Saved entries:
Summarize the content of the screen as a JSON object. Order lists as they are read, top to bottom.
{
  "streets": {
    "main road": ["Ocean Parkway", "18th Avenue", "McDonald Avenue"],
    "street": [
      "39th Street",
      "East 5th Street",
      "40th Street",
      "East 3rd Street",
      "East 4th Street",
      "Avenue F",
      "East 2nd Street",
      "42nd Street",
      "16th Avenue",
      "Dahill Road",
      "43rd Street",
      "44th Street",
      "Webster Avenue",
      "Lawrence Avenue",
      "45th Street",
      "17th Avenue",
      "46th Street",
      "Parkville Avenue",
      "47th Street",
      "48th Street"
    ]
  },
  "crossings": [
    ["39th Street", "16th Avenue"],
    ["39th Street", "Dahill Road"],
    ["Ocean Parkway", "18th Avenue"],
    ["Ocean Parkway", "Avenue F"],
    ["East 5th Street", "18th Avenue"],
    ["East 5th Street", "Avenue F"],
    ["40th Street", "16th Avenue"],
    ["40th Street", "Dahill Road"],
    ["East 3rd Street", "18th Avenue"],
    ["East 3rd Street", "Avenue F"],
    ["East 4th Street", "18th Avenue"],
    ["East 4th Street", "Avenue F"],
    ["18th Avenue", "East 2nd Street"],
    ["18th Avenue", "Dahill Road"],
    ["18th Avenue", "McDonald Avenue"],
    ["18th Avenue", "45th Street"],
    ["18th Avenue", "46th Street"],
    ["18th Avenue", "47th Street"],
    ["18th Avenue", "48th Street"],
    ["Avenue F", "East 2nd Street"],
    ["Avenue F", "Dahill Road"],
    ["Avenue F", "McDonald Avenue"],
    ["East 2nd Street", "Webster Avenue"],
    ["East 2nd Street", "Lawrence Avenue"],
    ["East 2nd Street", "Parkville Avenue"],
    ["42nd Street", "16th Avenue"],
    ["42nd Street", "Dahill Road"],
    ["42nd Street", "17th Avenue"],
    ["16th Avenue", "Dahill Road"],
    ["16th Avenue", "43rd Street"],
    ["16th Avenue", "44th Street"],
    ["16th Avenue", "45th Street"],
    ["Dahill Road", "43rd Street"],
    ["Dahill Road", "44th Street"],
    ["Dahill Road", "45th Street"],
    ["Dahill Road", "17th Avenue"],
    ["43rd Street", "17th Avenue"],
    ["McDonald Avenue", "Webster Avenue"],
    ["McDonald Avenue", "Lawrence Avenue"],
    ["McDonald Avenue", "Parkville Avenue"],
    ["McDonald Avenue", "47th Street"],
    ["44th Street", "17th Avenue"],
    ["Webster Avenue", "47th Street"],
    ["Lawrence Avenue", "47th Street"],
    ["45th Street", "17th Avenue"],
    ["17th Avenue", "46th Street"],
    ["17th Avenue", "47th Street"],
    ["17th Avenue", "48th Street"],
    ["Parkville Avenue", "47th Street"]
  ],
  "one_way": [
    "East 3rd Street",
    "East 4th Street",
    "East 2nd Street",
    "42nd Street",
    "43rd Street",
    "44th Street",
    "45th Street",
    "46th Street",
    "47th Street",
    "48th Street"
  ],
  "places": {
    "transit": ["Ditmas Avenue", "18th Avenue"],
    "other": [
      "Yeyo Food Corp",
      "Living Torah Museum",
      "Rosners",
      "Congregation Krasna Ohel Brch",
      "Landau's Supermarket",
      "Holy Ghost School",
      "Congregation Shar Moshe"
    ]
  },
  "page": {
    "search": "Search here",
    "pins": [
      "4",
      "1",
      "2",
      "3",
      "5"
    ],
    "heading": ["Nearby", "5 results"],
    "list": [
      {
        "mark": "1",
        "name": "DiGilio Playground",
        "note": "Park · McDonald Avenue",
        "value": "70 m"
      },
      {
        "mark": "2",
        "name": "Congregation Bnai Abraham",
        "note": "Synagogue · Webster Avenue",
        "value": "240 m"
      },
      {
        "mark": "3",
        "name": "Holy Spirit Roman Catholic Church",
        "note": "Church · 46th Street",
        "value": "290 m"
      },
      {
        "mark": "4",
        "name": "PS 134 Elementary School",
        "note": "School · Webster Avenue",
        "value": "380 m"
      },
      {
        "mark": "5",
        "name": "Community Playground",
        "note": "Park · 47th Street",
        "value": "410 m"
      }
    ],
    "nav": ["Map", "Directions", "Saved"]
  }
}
* * *
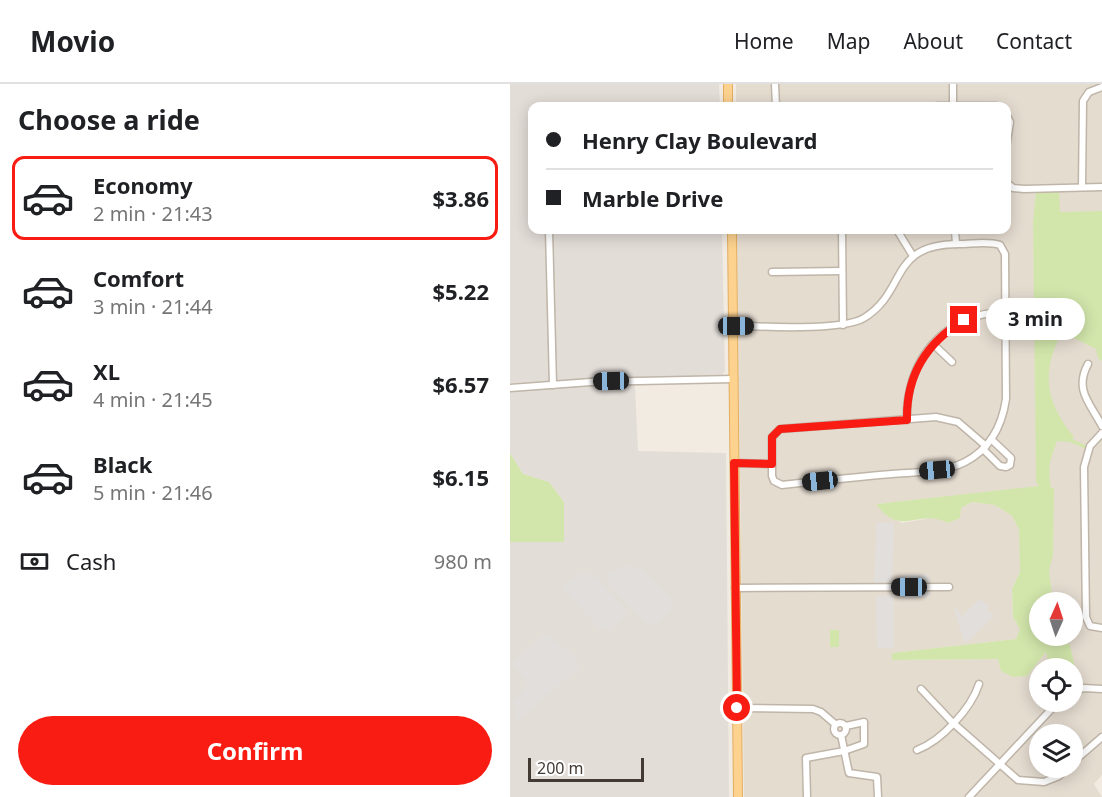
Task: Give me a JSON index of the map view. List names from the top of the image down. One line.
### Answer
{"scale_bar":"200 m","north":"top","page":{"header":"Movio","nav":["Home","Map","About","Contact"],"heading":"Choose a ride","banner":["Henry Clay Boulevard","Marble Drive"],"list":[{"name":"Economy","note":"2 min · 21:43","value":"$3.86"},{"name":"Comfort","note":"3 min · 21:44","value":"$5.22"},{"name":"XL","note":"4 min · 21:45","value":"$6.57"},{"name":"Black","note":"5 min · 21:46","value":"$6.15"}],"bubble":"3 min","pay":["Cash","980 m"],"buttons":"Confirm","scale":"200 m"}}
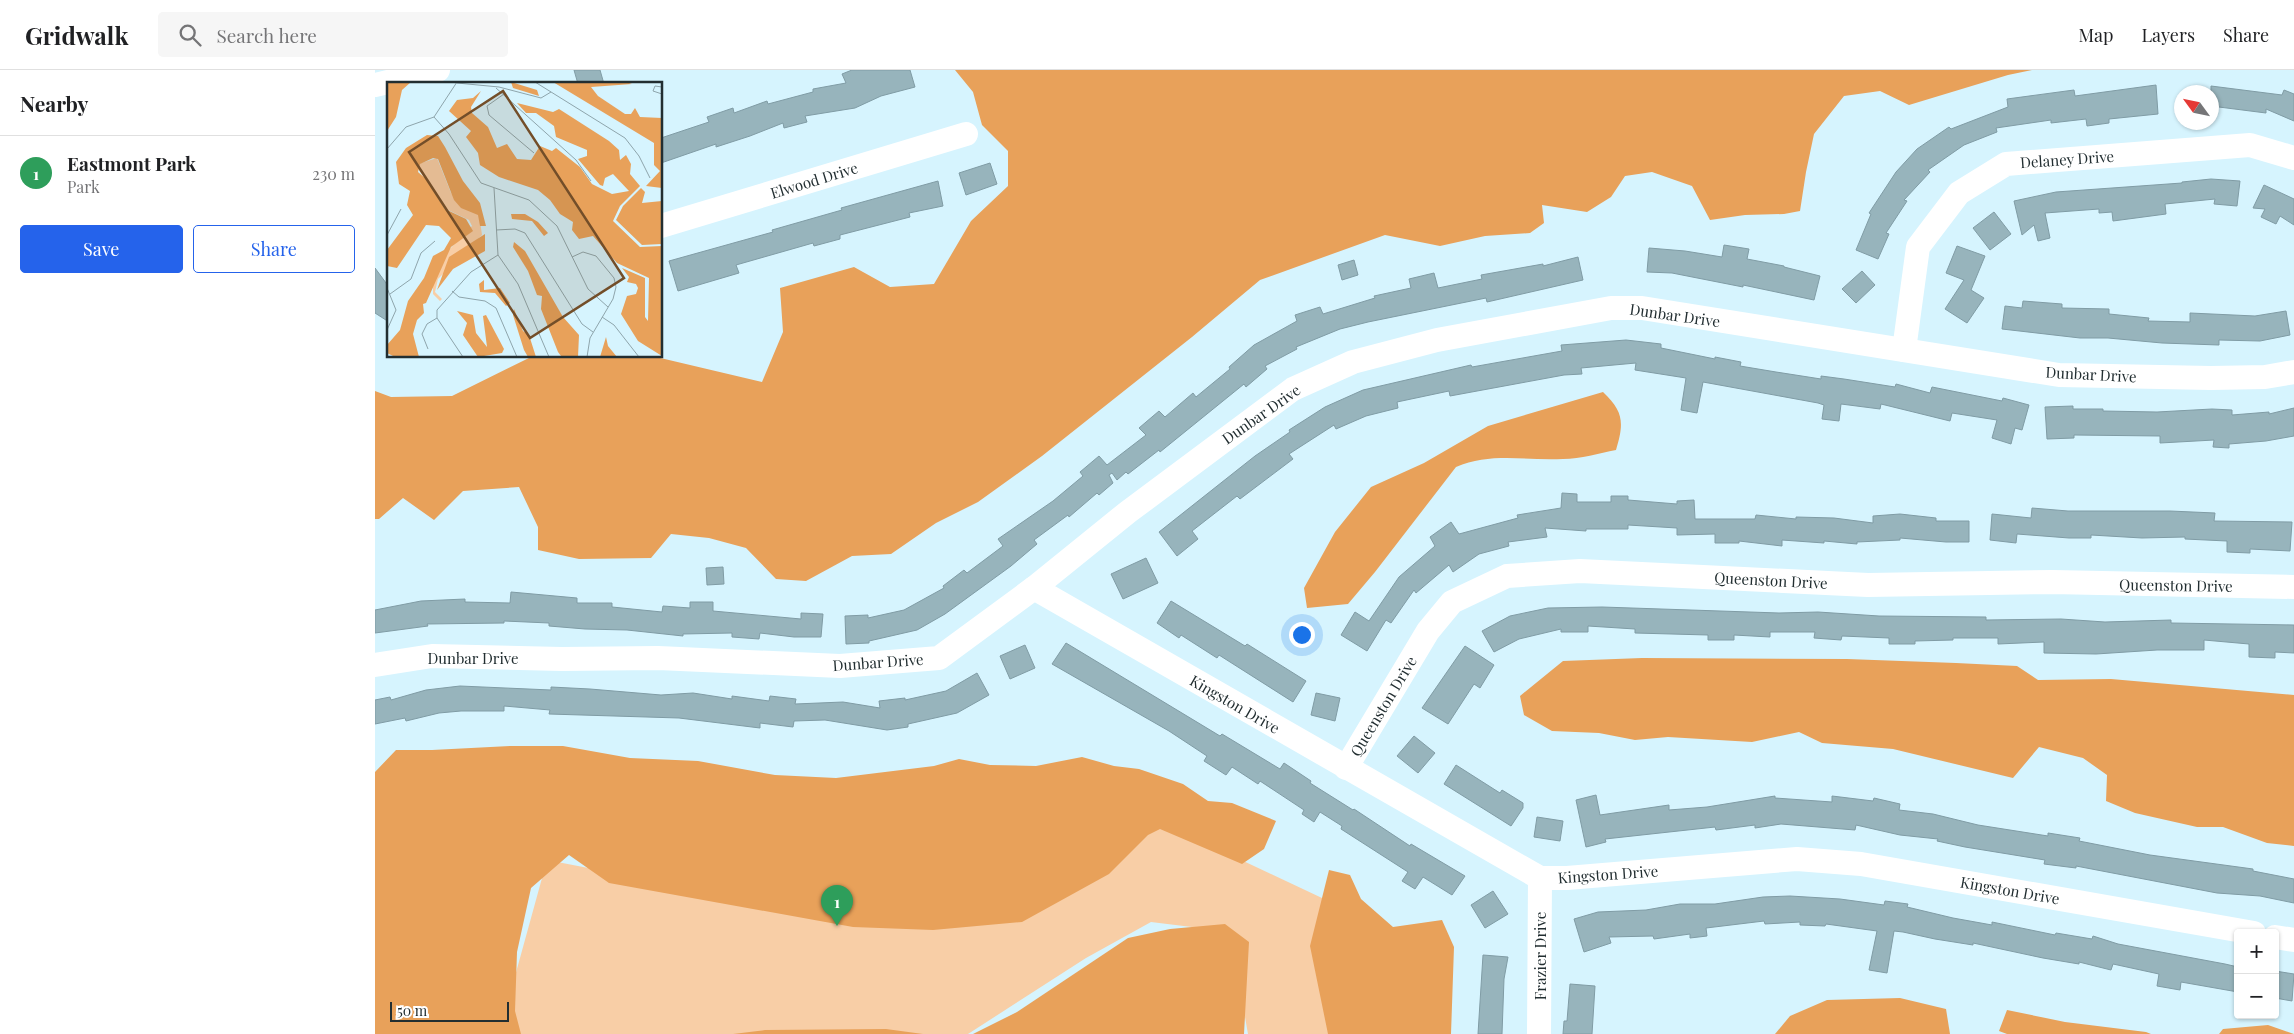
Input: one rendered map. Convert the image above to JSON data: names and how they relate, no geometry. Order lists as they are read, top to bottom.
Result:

> **Goal of the exercise**:
Report every line in the data that holds "image", copying each one.

> **Written solution**:
Task: Give me a JSON index of the map view. List names from the top of the image down. One line.
Input: one rendered map. Convert the image above to JSON data: names and how they relate, no geometry. Order lists as they are read, top to bottom.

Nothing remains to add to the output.